◆ Exercise goal: In the entries that follow, find the line containing "position:absolute; left:12px; top:1203px;", then output exactly every line from the first through that one.

START Data

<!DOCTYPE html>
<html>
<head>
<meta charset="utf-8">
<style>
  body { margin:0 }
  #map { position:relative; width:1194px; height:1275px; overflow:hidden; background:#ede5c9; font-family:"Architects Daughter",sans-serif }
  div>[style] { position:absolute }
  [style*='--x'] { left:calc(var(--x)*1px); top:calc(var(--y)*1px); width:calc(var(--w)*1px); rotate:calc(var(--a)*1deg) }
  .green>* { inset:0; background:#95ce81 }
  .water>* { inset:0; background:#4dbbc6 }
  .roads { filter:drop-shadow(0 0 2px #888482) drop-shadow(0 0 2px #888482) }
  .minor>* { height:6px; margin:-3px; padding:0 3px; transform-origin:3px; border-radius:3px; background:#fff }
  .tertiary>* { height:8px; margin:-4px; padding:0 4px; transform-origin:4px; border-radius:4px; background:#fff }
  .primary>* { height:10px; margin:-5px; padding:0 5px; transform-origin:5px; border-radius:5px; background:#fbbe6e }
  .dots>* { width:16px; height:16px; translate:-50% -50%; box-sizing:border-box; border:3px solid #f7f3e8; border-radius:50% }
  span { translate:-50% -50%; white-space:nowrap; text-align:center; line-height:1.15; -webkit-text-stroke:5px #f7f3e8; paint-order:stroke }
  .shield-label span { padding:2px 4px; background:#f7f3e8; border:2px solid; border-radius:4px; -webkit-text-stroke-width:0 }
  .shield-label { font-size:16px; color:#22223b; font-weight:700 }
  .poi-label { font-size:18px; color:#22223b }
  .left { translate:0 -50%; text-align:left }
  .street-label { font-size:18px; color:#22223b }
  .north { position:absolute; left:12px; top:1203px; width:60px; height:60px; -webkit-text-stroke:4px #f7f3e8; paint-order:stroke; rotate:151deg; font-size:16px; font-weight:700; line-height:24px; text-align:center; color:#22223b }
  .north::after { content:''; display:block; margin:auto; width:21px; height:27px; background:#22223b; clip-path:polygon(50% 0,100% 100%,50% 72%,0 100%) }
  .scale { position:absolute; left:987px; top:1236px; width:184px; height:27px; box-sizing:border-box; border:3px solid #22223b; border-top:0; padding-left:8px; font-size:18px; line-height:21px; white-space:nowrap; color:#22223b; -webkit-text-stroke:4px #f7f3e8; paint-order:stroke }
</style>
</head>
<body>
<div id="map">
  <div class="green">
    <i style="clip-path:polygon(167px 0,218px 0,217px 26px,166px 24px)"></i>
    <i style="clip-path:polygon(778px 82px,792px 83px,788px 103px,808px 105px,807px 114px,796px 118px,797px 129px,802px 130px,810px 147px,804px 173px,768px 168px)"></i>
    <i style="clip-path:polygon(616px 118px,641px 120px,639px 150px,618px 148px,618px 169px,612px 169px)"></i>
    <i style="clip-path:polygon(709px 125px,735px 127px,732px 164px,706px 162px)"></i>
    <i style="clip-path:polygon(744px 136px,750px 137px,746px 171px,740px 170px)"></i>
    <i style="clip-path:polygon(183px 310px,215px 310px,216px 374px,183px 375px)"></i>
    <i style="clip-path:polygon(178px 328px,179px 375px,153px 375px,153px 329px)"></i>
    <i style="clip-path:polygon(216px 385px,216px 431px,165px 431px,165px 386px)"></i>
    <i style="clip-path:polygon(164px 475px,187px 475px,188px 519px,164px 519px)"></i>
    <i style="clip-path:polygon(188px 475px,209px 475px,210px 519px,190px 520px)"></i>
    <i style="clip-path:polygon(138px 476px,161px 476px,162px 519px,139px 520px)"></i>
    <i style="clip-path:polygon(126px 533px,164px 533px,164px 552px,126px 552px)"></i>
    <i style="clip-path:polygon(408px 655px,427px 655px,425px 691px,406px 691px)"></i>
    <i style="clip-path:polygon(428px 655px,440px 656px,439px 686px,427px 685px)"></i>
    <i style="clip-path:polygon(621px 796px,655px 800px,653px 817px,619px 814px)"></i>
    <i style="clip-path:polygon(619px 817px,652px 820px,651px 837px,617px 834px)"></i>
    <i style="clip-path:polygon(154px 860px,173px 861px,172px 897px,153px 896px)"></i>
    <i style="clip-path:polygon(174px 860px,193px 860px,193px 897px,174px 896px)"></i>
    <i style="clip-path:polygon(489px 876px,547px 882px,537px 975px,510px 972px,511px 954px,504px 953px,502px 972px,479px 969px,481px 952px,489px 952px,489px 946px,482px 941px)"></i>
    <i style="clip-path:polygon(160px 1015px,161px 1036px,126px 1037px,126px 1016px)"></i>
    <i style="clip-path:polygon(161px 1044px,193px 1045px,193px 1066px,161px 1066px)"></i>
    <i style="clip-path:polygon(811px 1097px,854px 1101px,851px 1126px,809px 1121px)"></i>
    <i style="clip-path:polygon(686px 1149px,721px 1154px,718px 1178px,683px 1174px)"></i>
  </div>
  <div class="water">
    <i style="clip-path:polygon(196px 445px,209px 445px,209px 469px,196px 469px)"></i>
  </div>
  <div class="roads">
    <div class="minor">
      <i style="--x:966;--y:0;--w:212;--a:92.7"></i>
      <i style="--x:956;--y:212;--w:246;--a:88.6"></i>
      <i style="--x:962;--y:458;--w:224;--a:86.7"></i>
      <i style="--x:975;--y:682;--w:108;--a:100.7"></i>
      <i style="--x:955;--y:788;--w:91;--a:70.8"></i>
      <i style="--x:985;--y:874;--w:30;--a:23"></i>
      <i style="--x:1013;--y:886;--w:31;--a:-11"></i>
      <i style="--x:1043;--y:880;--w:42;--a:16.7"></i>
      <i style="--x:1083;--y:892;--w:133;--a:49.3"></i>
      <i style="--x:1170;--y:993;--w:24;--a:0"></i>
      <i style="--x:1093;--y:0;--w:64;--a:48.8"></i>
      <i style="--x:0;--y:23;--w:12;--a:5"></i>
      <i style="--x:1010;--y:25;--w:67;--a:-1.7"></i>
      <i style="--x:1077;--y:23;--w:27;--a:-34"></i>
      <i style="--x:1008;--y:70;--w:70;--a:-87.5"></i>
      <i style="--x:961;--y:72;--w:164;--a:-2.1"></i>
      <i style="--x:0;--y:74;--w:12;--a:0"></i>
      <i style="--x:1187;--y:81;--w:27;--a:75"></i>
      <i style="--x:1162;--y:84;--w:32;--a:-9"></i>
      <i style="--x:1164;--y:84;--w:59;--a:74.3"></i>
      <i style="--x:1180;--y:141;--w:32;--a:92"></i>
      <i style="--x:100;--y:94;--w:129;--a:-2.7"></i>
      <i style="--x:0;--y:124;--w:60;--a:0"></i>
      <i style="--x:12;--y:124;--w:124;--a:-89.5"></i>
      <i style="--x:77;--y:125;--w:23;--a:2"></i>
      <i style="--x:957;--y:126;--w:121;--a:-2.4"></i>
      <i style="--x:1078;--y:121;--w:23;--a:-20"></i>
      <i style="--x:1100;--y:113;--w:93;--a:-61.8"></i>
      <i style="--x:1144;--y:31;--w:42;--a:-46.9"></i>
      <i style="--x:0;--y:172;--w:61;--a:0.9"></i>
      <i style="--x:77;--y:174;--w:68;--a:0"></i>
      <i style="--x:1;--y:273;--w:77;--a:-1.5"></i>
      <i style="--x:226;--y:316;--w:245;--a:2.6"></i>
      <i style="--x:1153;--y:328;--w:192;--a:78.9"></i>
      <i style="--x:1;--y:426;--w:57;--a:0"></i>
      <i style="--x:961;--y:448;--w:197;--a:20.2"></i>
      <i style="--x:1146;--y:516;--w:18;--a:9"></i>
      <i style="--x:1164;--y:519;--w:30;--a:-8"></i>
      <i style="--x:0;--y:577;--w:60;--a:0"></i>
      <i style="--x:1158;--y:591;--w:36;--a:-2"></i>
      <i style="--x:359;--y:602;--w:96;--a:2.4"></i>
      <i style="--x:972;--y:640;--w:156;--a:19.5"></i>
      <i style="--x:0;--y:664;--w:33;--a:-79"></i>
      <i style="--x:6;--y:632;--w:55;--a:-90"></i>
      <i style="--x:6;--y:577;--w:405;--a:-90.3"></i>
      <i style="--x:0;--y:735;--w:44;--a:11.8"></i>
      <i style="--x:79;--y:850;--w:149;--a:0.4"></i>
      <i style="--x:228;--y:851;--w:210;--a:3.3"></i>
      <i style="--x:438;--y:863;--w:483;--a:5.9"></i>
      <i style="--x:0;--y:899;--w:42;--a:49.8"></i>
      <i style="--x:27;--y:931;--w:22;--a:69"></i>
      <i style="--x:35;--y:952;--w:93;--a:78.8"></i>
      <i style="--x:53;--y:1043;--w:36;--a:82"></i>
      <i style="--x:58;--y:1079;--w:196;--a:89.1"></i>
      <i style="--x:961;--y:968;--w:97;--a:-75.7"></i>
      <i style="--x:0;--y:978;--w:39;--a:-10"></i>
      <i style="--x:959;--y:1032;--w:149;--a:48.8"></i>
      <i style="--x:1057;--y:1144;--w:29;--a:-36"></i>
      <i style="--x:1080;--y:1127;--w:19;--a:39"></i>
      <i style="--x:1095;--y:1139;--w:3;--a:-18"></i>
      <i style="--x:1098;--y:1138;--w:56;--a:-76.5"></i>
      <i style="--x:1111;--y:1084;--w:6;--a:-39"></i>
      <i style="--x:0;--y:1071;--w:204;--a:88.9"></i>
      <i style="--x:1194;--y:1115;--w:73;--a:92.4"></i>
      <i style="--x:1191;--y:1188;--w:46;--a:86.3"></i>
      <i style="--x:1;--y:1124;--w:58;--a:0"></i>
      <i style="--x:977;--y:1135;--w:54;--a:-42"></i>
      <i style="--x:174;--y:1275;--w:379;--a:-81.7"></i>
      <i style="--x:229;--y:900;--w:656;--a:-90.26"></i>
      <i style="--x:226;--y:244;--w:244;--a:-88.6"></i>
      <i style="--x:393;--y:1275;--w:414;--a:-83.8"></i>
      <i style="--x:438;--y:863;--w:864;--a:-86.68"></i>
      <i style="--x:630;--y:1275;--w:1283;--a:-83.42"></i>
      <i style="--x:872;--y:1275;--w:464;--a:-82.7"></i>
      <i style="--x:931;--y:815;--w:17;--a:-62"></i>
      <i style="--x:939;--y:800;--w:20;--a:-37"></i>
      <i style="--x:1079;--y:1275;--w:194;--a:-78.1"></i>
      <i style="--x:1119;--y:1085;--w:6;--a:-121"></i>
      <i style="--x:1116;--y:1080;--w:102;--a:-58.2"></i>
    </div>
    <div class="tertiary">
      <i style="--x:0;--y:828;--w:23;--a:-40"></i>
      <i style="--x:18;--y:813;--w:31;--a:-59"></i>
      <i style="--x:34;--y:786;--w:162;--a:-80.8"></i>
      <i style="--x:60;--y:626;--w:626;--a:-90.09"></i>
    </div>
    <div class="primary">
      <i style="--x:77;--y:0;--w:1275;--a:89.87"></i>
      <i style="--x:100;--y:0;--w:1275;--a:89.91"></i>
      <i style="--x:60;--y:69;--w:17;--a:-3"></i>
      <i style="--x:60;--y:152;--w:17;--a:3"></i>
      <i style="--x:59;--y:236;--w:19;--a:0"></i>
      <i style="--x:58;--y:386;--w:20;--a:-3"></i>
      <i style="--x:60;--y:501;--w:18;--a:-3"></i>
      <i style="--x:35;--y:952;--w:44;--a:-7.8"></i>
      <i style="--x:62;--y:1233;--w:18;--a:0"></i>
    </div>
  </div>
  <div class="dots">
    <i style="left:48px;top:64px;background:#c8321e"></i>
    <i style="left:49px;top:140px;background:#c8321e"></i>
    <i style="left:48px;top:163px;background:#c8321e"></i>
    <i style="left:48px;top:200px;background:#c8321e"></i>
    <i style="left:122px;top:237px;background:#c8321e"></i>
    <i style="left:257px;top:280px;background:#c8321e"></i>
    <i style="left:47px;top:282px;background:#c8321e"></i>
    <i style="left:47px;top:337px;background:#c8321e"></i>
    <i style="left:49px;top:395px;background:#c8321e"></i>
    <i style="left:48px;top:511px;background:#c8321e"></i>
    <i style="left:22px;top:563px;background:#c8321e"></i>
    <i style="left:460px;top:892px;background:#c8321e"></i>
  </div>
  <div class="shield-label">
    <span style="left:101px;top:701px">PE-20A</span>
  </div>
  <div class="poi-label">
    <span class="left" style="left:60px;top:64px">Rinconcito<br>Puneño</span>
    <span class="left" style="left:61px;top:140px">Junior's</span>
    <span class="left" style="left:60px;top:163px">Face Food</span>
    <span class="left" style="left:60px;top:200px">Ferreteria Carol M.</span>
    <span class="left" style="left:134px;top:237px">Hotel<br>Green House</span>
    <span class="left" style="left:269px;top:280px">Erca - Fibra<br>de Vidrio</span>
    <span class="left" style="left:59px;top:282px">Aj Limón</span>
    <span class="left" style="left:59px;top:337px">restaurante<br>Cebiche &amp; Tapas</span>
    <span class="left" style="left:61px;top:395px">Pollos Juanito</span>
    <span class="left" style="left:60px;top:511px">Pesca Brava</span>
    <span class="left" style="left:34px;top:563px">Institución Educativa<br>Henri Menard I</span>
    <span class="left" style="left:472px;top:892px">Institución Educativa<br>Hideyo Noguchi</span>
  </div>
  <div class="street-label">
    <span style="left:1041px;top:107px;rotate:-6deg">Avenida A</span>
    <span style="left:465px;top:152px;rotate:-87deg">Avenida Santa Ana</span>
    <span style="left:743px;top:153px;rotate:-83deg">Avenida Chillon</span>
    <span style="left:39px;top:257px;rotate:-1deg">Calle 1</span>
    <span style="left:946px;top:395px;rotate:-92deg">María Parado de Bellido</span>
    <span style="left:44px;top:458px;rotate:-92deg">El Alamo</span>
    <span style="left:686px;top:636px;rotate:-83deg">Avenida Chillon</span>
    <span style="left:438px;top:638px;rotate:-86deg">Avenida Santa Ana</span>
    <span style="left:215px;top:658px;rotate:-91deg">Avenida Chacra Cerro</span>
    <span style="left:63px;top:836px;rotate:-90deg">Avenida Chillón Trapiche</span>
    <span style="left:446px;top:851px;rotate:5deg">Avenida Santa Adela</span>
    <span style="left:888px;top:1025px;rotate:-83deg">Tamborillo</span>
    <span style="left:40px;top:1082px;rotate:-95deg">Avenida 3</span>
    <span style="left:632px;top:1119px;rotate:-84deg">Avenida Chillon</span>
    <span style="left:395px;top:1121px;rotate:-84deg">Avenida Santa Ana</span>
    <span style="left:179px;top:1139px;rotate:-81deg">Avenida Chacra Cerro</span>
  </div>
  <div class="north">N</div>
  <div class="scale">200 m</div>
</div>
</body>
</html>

END Data

◆ Solved exercise:
<!DOCTYPE html>
<html>
<head>
<meta charset="utf-8">
<style>
  body { margin:0 }
  #map { position:relative; width:1194px; height:1275px; overflow:hidden; background:#ede5c9; font-family:"Architects Daughter",sans-serif }
  div>[style] { position:absolute }
  [style*='--x'] { left:calc(var(--x)*1px); top:calc(var(--y)*1px); width:calc(var(--w)*1px); rotate:calc(var(--a)*1deg) }
  .green>* { inset:0; background:#95ce81 }
  .water>* { inset:0; background:#4dbbc6 }
  .roads { filter:drop-shadow(0 0 2px #888482) drop-shadow(0 0 2px #888482) }
  .minor>* { height:6px; margin:-3px; padding:0 3px; transform-origin:3px; border-radius:3px; background:#fff }
  .tertiary>* { height:8px; margin:-4px; padding:0 4px; transform-origin:4px; border-radius:4px; background:#fff }
  .primary>* { height:10px; margin:-5px; padding:0 5px; transform-origin:5px; border-radius:5px; background:#fbbe6e }
  .dots>* { width:16px; height:16px; translate:-50% -50%; box-sizing:border-box; border:3px solid #f7f3e8; border-radius:50% }
  span { translate:-50% -50%; white-space:nowrap; text-align:center; line-height:1.15; -webkit-text-stroke:5px #f7f3e8; paint-order:stroke }
  .shield-label span { padding:2px 4px; background:#f7f3e8; border:2px solid; border-radius:4px; -webkit-text-stroke-width:0 }
  .shield-label { font-size:16px; color:#22223b; font-weight:700 }
  .poi-label { font-size:18px; color:#22223b }
  .left { translate:0 -50%; text-align:left }
  .street-label { font-size:18px; color:#22223b }
  .north { position:absolute; left:12px; top:1203px; width:60px; height:60px; -webkit-text-stroke:4px #f7f3e8; paint-order:stroke; rotate:151deg; font-size:16px; font-weight:700; line-height:24px; text-align:center; color:#22223b }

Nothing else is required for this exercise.